In the entries below, count the lines that contain the word "circle" and give only that number.

BEGIN MATERIAL SHOWN

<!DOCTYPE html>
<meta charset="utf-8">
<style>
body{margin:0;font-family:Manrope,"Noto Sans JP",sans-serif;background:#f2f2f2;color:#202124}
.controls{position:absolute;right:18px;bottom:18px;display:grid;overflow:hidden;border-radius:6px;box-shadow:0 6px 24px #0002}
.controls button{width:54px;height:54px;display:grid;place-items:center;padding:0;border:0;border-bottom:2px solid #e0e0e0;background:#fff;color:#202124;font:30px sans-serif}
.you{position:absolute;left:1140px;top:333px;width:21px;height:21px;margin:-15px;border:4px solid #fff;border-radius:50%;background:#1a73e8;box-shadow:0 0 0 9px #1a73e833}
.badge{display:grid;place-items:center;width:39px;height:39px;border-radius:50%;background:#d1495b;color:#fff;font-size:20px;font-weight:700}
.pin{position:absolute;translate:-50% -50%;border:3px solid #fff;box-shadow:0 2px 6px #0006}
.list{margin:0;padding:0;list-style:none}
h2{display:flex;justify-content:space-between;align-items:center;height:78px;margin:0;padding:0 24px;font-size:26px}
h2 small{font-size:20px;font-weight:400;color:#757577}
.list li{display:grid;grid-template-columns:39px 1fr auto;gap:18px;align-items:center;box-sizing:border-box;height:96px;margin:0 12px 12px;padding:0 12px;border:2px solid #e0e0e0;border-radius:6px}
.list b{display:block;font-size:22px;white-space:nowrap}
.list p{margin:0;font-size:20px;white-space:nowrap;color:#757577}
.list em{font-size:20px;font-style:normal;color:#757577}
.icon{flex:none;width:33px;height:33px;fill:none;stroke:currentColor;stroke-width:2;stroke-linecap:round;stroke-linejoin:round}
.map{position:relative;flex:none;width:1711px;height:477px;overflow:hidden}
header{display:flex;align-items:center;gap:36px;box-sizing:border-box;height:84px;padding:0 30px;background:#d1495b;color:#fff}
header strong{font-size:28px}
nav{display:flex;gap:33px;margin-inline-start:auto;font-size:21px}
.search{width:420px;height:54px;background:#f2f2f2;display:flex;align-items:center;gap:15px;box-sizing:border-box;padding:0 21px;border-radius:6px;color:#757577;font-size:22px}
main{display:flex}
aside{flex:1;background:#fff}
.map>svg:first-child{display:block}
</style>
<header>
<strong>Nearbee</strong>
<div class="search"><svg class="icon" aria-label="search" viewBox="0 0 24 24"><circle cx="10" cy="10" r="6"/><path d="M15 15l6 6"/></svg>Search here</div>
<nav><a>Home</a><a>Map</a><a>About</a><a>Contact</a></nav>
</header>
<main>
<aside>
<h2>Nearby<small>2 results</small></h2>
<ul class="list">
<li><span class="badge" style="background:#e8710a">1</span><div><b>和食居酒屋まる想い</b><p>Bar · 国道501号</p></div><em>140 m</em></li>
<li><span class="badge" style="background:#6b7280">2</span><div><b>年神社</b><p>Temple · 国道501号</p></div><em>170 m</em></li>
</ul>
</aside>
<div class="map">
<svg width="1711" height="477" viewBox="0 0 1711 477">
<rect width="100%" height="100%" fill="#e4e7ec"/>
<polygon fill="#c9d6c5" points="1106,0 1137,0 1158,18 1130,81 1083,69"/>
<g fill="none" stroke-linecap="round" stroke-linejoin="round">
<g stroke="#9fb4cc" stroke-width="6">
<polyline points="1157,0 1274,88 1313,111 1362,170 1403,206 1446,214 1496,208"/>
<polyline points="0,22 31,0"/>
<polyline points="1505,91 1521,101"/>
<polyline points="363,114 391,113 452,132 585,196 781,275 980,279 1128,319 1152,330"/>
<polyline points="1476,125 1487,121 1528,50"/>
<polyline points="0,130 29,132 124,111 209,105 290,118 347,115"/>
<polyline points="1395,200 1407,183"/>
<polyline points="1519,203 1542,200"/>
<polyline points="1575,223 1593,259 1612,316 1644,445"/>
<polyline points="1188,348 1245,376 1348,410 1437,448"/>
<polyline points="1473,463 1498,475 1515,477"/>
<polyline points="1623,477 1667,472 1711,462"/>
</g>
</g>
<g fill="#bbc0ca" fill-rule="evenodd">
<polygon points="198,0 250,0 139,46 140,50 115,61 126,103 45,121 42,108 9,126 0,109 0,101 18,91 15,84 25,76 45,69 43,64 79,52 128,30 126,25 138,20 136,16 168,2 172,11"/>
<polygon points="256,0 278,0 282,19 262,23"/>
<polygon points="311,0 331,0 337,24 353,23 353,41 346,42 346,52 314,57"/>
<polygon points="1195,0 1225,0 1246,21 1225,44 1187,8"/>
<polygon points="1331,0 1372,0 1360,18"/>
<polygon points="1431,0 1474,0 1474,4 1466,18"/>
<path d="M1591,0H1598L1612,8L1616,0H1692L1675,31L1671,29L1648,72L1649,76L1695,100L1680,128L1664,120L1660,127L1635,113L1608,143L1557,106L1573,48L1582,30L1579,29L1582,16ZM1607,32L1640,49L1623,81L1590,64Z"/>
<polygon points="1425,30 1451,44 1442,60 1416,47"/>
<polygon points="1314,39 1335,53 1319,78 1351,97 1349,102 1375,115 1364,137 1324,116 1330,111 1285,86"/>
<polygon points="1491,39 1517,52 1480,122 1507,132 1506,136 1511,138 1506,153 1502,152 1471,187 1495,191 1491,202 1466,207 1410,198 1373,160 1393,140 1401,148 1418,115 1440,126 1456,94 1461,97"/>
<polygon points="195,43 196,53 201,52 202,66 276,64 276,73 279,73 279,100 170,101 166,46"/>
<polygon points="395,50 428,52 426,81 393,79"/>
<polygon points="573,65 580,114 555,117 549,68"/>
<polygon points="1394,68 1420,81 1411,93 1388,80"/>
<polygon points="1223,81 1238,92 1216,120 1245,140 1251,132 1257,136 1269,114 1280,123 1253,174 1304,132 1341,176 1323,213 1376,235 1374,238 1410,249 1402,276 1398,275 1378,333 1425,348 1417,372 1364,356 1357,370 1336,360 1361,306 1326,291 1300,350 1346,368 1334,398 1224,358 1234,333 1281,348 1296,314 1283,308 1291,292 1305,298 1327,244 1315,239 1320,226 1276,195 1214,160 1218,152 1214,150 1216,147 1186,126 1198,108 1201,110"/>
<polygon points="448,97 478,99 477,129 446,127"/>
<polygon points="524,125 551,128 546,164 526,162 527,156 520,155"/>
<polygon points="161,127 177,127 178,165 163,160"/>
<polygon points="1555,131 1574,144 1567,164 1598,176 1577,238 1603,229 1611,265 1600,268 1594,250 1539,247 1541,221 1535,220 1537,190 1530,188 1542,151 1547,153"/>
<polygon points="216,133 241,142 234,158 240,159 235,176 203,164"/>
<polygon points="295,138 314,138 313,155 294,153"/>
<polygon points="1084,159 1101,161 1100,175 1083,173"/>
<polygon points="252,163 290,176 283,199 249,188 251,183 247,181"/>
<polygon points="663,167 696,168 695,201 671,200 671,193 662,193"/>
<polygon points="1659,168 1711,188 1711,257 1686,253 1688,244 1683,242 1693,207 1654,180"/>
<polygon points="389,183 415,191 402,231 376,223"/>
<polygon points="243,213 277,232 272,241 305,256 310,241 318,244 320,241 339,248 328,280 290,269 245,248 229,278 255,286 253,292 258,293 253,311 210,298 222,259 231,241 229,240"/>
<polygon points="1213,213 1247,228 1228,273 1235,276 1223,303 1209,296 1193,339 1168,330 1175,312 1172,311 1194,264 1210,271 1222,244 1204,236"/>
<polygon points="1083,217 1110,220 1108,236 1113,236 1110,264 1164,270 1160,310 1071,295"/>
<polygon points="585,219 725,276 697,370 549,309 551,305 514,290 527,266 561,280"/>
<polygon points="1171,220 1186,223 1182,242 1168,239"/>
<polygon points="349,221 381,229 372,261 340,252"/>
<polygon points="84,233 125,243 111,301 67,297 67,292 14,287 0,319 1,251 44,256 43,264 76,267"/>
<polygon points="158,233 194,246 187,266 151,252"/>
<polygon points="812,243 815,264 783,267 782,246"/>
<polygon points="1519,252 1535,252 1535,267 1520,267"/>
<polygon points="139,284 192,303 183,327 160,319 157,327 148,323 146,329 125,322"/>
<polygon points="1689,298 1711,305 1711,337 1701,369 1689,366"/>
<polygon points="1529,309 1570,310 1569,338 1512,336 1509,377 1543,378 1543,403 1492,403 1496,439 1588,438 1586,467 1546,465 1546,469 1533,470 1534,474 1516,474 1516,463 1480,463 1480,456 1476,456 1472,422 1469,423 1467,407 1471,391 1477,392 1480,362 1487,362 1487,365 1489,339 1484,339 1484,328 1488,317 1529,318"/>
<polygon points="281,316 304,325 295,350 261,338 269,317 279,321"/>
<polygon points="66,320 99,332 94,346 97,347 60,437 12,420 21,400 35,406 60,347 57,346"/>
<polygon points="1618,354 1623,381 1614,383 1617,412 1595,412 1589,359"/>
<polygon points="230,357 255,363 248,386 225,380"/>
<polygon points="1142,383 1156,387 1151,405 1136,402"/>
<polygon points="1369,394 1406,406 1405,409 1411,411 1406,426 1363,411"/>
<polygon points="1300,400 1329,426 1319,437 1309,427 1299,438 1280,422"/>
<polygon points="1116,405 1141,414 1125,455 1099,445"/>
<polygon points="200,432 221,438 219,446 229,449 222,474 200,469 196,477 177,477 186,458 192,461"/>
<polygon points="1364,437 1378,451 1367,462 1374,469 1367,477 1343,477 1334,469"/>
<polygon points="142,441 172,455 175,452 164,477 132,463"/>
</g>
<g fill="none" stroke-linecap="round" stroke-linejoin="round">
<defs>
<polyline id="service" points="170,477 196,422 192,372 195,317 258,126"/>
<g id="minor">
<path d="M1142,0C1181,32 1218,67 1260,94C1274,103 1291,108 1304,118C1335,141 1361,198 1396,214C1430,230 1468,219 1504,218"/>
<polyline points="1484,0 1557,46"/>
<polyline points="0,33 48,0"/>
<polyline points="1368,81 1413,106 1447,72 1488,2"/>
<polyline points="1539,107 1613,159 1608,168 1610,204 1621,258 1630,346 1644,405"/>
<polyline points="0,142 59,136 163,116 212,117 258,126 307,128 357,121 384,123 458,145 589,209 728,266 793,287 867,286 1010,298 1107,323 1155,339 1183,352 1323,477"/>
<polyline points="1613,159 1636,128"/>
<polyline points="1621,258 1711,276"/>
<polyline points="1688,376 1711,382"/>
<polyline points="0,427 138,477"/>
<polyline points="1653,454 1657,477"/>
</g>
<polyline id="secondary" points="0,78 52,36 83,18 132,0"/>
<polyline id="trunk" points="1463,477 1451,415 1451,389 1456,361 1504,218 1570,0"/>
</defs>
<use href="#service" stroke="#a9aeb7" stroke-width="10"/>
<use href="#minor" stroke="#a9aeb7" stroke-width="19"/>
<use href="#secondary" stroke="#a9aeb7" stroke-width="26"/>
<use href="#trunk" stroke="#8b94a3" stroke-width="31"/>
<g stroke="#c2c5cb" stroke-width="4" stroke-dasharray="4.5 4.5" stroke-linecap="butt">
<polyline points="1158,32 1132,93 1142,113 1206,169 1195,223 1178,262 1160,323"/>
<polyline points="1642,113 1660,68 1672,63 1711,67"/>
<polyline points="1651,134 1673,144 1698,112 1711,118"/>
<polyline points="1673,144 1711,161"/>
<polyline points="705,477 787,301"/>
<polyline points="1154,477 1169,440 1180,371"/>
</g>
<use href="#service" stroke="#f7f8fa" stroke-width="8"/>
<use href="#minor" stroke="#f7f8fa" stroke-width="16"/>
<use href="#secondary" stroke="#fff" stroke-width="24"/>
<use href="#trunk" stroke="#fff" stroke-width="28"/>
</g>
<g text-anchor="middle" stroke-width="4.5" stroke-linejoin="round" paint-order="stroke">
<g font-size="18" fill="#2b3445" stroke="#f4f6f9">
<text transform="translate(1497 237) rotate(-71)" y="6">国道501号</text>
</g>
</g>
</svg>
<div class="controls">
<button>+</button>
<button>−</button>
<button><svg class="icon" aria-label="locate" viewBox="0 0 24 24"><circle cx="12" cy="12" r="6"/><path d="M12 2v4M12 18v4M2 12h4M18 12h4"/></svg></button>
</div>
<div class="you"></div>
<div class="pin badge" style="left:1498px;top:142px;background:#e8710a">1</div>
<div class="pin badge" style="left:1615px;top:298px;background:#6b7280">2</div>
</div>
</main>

END MATERIAL SHOWN

- [OUTPUT]:
2